Some hybrids between modern paganism and New Age have emerged, especially in the United States where they tend to overlap and be connected to the same social change movements. The presence of the modern pagan movement Wicca in popular culture since the 1990s has contributed to the creation of individualistic and commercialised hybrid forms focused on witchcraft. Differing views of the natural world and spirituality sometimes create friction between the movements. Modern pagans often seek to distance themselves from New Age identity and sometimes use the term "New Age" as an insult. New Agers commonly criticise modern pagans for their emphasis on material concerns.

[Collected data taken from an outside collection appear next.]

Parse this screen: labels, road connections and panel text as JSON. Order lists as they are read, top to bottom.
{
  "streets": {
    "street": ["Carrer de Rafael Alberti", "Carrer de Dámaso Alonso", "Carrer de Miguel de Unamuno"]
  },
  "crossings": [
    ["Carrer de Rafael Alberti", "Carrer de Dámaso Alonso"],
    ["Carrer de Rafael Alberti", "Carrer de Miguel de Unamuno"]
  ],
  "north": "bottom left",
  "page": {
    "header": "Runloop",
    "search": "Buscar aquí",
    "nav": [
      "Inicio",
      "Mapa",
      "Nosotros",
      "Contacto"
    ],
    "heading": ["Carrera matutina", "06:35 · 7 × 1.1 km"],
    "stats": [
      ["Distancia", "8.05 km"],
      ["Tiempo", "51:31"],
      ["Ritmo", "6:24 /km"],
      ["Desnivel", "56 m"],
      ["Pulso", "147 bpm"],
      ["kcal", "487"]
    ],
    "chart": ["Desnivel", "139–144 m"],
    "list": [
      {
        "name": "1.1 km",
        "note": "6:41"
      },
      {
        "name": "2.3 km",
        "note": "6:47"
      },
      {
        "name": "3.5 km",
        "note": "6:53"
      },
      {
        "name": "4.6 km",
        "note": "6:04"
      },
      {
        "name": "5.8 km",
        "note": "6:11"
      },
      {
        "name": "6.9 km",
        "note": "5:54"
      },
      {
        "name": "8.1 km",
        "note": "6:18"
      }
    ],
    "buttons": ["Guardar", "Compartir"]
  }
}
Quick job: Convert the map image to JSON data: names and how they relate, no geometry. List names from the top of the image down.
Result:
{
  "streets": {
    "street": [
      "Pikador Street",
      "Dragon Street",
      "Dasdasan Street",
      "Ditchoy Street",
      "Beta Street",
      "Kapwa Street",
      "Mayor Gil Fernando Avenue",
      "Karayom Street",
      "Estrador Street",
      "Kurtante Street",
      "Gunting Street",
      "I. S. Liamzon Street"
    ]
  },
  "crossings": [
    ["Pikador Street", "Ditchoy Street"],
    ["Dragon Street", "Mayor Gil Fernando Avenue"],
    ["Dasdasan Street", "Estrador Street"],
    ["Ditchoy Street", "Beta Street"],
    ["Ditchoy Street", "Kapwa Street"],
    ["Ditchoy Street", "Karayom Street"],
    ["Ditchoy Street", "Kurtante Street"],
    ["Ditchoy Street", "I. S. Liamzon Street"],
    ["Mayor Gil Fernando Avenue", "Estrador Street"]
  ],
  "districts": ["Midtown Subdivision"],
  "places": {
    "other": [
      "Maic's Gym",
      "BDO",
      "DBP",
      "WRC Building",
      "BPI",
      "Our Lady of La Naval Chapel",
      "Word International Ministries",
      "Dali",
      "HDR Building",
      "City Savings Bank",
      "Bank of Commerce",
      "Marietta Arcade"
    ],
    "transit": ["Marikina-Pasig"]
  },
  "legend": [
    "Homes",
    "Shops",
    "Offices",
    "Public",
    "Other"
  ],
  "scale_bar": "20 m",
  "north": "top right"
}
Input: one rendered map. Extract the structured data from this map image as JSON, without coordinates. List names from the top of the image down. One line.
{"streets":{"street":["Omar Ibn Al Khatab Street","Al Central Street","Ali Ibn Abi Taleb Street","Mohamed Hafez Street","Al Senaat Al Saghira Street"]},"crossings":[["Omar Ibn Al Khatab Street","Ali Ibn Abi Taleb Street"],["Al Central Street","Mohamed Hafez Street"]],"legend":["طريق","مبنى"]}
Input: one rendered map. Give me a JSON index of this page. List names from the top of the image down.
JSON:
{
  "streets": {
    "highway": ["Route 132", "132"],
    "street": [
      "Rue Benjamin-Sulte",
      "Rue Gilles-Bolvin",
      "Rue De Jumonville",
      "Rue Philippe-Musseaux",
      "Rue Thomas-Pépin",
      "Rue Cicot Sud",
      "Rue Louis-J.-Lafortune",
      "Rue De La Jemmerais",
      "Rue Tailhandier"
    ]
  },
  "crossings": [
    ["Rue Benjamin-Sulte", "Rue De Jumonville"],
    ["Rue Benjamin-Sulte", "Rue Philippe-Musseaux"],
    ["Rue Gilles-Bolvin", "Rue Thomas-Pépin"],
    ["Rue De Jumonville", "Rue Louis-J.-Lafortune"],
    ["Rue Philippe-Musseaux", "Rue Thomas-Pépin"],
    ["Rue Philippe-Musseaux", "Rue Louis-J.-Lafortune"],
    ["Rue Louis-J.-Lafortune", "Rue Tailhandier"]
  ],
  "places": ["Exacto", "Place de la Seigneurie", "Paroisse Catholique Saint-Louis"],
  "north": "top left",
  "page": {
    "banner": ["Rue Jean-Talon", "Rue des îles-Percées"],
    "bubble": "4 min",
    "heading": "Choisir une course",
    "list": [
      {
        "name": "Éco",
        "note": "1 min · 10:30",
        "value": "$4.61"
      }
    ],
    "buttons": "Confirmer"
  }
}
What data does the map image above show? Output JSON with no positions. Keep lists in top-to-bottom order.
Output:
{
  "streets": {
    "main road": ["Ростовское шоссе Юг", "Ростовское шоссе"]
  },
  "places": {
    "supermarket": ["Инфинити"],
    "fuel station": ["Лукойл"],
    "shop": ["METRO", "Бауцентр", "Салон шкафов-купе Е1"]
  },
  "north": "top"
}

In the 1990s, several scholars studying New Age movements placed modern paganism under the umbrella of New Age, a classification which has been contested by scholars of modern paganism.

Definitions[edit]

Modern paganism[edit]

Ancient pottery with a depiction of a man who pours something over an altar
Ancient Christians described other religions as pagan (pictured: libation scene from an Attic cup interior, c. 480 BC).

The word pagan comes from the Latin paganus, which was used by ancient Christian writers, notably Augustine of Hippo, as a religious category that included ancient Greek and ancient Roman religions.[1][a] It overlaps with the Germanic-language word heathen which carries on the meaning of the Greek word ethnikós, meaning "of a [foreign] people".[3] Discourses about surviving or returning paganism have existed throughout the modern period and explicit attempts to re-establish pagan religions in Europe have taken place since at least the 15th century. Positive self-identification with the term pagan has frequently been combined with criticism of Christianity and of organised religion in general, and became more common in the 18th and 19th centuries.[4] Many modern pagan new religious movements have roots in the cultural revival and national independence movements of these centuries.[5]

There is no universally accepted definition of modern paganism; it is often understood as distinct from ancient religions, although some scholars have categorised paganism as a generic religious category.[6][b] The religious studies scholar Michael York advocates the latter approach and says that despite the diverse interpretations of modern paganism, there are general traits that can be summarised as an ideal type.[8] Modern pagans typically attribute wisdom and insight to past cultures, especially those of pre-Christian times. Modern pagan theology is characterised by immanence and thus connects the divine to the natural world. Religious practices vary in origin and execution, but typically revolve around ceremonies and have a focus on community.[9]

New Age[edit]

Photograph of a starry sky with white lines tracing the constellation Aquarius
New Age teaches that human consciousness will undergo a significant change, typically coinciding with the Age of Aquarius.

New Age is an umbrella term for an eclectic set of beliefs and techniques that emerged or became more prominent during the counterculture of the 1960s. It receives its name from the idea that human consciousness has changed with the passage of astrological ages, and that the arrival of the Age of Aquarius, which is believed to be the next or current age, will result in a renewal of human spirituality.[9] The term New Age was first used in Theosophical literature and was picked up by post-war UFO religions and other movements that held millenarian beliefs in a coming advancement in human consciousness and understanding. A broader use of the term, based on shared interests, milieus and historical links, became established in the 1970s and 1980s.[10] The main precursors and sources of inspiration to concepts within the New Age movement are Theosophy, New Thought and Carl Jung.[11] Other precursors mentioned by scholars include Joachim of Fiore, transcendentalism, Swedenborgianism and Christian Science.[12] Like several of their precursors, New Agers are often interested in Eastern religions.[13]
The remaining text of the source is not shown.